Stored data entries

════════════════════

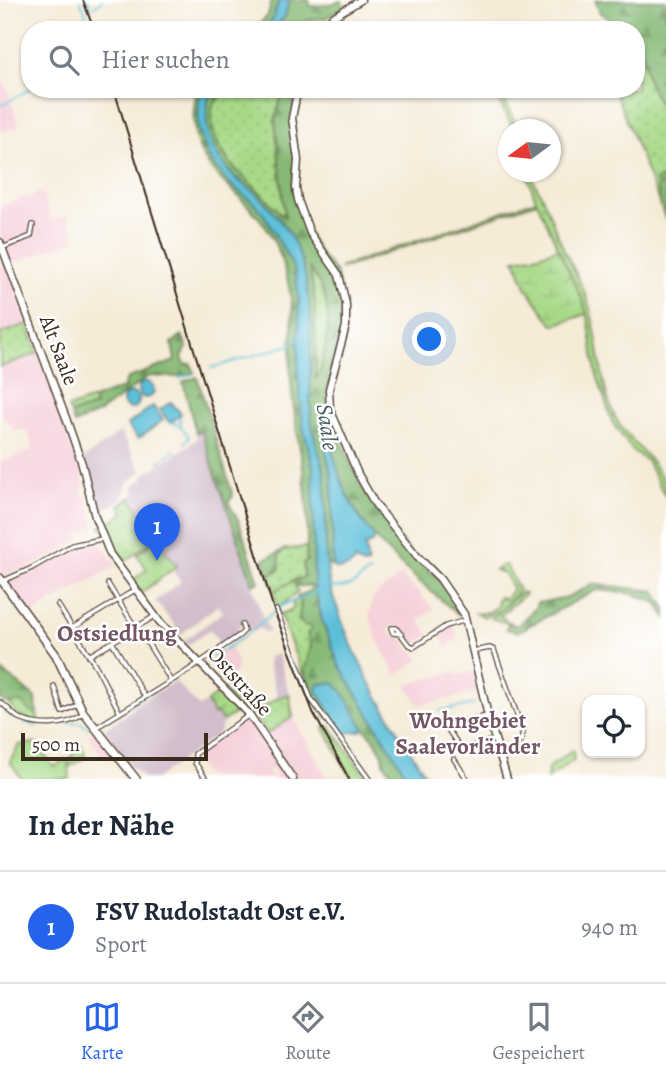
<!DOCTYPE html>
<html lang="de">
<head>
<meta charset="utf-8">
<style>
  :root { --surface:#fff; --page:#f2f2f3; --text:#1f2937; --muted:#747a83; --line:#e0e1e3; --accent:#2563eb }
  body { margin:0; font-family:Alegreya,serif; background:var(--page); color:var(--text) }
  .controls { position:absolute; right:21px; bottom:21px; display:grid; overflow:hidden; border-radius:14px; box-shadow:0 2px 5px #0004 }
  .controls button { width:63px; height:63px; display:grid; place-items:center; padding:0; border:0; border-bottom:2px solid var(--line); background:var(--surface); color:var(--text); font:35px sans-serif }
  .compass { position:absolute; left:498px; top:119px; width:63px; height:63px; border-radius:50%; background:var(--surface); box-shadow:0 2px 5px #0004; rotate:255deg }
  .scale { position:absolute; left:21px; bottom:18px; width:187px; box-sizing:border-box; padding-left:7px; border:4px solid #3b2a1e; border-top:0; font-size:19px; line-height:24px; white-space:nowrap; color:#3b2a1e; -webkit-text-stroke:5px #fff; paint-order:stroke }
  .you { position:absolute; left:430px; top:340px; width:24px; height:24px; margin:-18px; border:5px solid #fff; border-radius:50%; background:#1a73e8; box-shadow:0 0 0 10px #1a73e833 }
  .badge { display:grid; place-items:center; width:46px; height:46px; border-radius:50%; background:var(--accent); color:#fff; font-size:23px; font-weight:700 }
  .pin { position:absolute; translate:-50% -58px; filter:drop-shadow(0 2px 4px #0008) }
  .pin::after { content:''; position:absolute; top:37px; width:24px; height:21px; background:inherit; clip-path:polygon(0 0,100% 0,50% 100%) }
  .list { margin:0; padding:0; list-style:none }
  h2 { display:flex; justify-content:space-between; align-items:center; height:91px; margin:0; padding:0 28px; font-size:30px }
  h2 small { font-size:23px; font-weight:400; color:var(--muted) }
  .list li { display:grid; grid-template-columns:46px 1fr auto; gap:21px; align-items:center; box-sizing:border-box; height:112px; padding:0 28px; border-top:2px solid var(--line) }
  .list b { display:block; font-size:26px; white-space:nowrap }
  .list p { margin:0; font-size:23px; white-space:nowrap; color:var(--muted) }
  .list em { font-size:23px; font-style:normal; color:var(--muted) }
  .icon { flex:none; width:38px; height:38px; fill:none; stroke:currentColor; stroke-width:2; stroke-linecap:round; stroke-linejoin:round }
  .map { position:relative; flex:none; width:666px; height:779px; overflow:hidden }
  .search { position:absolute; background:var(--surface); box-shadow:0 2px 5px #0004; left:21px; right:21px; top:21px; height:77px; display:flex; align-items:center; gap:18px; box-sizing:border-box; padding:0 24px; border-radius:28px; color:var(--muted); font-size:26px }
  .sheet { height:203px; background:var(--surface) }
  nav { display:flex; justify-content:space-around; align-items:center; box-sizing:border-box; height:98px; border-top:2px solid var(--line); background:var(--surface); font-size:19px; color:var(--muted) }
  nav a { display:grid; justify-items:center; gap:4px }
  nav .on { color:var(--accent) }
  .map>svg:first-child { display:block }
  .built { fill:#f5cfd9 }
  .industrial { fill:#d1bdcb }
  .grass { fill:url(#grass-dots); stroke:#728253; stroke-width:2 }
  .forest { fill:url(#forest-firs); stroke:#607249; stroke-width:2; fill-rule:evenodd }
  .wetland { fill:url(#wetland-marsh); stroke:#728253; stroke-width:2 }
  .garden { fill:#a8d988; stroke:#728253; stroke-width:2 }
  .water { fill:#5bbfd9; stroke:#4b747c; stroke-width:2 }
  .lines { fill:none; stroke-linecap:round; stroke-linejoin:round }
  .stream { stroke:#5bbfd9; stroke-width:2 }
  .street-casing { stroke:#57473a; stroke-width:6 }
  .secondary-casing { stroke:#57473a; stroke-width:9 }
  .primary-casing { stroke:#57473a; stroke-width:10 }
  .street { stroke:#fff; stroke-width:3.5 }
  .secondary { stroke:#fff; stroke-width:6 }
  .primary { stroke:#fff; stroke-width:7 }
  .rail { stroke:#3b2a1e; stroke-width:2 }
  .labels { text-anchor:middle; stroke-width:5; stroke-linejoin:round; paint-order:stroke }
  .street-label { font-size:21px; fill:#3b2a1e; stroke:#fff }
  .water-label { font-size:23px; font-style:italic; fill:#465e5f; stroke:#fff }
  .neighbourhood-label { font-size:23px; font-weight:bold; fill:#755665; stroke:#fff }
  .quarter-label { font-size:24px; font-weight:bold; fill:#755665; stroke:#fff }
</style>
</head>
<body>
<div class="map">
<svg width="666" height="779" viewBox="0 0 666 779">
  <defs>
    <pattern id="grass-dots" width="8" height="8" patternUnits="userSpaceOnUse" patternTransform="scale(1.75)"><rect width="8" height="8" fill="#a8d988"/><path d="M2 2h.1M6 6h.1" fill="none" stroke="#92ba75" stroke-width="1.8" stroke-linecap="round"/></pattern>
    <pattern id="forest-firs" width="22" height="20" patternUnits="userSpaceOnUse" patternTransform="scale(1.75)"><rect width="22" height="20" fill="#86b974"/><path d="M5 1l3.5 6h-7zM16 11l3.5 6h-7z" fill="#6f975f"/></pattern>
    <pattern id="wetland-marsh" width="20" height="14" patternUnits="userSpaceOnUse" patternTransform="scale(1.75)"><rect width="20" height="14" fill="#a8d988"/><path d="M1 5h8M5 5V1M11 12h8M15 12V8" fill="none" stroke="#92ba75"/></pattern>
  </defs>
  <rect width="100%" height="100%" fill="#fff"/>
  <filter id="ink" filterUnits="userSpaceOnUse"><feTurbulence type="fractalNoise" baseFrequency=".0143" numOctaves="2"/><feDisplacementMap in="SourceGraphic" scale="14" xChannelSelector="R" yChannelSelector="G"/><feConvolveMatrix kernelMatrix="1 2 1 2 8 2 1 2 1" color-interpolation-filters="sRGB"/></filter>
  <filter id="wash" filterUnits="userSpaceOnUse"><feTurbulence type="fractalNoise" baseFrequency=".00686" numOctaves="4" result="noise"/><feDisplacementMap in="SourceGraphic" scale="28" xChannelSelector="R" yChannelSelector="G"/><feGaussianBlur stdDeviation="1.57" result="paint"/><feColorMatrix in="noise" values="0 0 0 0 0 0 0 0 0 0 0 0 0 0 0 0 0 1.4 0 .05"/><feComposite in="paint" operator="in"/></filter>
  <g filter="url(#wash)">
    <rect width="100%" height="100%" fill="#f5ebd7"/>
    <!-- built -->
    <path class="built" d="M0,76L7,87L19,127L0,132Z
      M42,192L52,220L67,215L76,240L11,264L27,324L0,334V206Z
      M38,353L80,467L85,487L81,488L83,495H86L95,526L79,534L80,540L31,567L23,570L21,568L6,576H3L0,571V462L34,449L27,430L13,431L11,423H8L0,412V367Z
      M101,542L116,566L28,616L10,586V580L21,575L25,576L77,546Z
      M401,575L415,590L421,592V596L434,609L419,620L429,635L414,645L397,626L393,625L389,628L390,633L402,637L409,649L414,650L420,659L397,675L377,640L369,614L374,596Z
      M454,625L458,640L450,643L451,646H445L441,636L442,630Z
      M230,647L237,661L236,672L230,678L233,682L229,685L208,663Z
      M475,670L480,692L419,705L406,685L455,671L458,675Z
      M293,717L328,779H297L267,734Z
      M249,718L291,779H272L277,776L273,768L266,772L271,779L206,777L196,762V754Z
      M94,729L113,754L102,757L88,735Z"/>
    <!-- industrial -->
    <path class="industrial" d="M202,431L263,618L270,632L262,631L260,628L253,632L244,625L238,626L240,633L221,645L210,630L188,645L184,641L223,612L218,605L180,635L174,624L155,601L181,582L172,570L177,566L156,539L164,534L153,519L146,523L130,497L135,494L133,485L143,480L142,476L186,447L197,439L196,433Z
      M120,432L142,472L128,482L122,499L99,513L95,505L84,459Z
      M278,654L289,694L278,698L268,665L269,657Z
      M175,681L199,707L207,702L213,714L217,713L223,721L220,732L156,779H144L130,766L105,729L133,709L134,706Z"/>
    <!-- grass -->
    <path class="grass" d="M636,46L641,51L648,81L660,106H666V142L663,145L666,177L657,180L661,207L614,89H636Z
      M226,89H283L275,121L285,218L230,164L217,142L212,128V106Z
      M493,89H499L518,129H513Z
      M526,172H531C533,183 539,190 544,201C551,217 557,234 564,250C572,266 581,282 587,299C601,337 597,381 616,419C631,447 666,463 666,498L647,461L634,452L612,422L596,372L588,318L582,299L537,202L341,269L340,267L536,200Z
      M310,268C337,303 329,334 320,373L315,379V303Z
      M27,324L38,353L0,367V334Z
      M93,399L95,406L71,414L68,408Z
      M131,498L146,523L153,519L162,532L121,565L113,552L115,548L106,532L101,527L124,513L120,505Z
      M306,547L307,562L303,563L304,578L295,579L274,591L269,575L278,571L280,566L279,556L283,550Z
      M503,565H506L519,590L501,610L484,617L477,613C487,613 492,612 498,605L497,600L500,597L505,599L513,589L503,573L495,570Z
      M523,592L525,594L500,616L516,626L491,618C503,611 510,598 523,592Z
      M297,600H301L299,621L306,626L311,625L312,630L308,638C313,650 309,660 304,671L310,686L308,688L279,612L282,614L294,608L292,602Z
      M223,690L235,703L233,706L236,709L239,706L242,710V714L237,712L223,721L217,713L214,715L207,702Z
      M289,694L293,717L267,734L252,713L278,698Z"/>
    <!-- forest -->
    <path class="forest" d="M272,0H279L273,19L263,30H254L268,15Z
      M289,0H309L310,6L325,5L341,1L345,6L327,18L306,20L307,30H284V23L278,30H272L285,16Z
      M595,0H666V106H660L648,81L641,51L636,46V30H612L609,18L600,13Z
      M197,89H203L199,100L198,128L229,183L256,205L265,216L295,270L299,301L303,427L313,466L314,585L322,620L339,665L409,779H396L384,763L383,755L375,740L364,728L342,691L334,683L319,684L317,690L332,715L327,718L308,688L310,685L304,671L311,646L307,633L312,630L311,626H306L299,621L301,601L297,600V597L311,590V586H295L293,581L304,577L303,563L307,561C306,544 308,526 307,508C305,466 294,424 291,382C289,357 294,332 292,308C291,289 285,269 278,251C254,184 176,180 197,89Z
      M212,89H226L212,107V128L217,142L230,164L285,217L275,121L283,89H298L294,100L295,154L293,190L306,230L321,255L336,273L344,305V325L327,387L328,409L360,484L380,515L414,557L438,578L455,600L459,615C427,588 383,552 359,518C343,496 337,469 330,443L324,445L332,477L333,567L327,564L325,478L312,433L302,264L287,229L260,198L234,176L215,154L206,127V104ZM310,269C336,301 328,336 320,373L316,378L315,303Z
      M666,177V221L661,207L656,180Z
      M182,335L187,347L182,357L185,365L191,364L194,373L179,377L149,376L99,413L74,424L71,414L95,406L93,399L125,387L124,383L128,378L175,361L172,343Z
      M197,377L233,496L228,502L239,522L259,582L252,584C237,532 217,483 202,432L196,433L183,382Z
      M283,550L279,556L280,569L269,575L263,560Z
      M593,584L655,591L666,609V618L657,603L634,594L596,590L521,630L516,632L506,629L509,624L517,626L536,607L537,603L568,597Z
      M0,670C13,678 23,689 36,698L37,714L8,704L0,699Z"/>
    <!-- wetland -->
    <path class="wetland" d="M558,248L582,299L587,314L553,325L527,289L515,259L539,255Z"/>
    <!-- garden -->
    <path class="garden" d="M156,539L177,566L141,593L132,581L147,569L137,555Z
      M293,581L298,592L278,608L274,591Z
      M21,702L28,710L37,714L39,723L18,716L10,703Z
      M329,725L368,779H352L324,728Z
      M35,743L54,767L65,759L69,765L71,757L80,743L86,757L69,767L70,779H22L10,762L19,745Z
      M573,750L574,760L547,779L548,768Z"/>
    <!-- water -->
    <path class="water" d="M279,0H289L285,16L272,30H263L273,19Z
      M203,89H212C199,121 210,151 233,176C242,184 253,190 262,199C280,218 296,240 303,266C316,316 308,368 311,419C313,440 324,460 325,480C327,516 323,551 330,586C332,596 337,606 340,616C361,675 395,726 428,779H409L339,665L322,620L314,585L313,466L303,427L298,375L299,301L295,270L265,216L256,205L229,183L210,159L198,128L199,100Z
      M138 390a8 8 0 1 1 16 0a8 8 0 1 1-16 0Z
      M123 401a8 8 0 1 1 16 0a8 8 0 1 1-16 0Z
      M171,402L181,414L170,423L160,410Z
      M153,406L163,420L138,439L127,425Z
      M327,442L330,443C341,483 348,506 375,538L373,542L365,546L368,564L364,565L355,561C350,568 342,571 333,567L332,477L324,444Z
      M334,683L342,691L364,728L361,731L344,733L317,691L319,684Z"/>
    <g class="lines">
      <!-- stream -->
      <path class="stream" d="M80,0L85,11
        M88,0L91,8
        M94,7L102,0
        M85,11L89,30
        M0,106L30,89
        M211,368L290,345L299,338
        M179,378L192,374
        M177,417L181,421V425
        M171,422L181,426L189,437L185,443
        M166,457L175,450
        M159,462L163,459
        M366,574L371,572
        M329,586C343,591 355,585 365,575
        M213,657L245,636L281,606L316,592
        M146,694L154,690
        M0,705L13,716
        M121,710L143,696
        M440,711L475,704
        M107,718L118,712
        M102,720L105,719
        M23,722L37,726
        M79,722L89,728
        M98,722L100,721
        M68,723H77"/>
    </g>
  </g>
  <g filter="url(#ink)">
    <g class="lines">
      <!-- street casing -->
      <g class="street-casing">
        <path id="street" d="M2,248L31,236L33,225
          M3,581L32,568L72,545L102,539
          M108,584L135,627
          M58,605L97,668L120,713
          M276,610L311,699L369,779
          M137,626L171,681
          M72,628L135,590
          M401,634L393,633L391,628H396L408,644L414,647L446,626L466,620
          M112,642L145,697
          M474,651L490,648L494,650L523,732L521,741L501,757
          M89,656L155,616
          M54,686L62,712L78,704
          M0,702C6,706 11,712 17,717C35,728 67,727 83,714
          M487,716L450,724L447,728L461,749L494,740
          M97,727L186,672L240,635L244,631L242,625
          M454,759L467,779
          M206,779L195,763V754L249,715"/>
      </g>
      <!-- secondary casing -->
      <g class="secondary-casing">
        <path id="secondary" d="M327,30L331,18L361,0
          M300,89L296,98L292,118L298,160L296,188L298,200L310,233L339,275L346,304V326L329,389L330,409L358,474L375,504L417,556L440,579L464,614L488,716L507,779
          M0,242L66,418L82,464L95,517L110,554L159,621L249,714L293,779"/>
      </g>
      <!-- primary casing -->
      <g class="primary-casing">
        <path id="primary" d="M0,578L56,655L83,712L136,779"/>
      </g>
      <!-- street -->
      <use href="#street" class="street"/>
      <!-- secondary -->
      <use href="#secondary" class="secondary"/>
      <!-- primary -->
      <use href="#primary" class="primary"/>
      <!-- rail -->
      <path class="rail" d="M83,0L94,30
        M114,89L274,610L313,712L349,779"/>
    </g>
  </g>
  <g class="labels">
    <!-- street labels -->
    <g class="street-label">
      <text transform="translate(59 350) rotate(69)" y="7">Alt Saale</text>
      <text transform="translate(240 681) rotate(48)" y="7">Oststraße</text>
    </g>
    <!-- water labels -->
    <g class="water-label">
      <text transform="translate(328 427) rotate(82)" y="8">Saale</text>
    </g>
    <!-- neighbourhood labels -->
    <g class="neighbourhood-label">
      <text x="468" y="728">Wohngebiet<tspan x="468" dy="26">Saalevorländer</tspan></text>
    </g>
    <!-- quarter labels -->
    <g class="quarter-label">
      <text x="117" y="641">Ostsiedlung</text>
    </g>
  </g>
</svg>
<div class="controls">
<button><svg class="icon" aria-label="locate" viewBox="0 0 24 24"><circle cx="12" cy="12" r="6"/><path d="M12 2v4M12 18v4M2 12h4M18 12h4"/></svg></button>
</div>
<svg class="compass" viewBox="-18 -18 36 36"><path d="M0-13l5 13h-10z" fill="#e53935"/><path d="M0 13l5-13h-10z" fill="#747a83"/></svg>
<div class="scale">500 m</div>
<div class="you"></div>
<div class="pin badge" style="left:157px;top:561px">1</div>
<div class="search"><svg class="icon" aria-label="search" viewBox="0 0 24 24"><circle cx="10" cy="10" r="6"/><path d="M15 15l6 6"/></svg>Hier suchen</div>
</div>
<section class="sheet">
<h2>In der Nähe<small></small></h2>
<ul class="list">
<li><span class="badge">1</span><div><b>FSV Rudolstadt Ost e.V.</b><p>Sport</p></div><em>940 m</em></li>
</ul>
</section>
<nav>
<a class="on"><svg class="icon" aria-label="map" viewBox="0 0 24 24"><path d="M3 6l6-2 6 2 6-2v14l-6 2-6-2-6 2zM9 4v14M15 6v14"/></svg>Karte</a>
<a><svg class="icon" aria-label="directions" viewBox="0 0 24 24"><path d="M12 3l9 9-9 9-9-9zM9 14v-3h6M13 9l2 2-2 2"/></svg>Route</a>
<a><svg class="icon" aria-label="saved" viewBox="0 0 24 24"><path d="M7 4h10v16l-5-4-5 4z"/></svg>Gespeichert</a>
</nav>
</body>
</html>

════════════════════

> [Task statement]:
Every line above that includes the word "small" must appear in the answer.

> [Task result]:
  h2 small { font-size:23px; font-weight:400; color:var(--muted) }
<h2>In der Nähe<small></small></h2>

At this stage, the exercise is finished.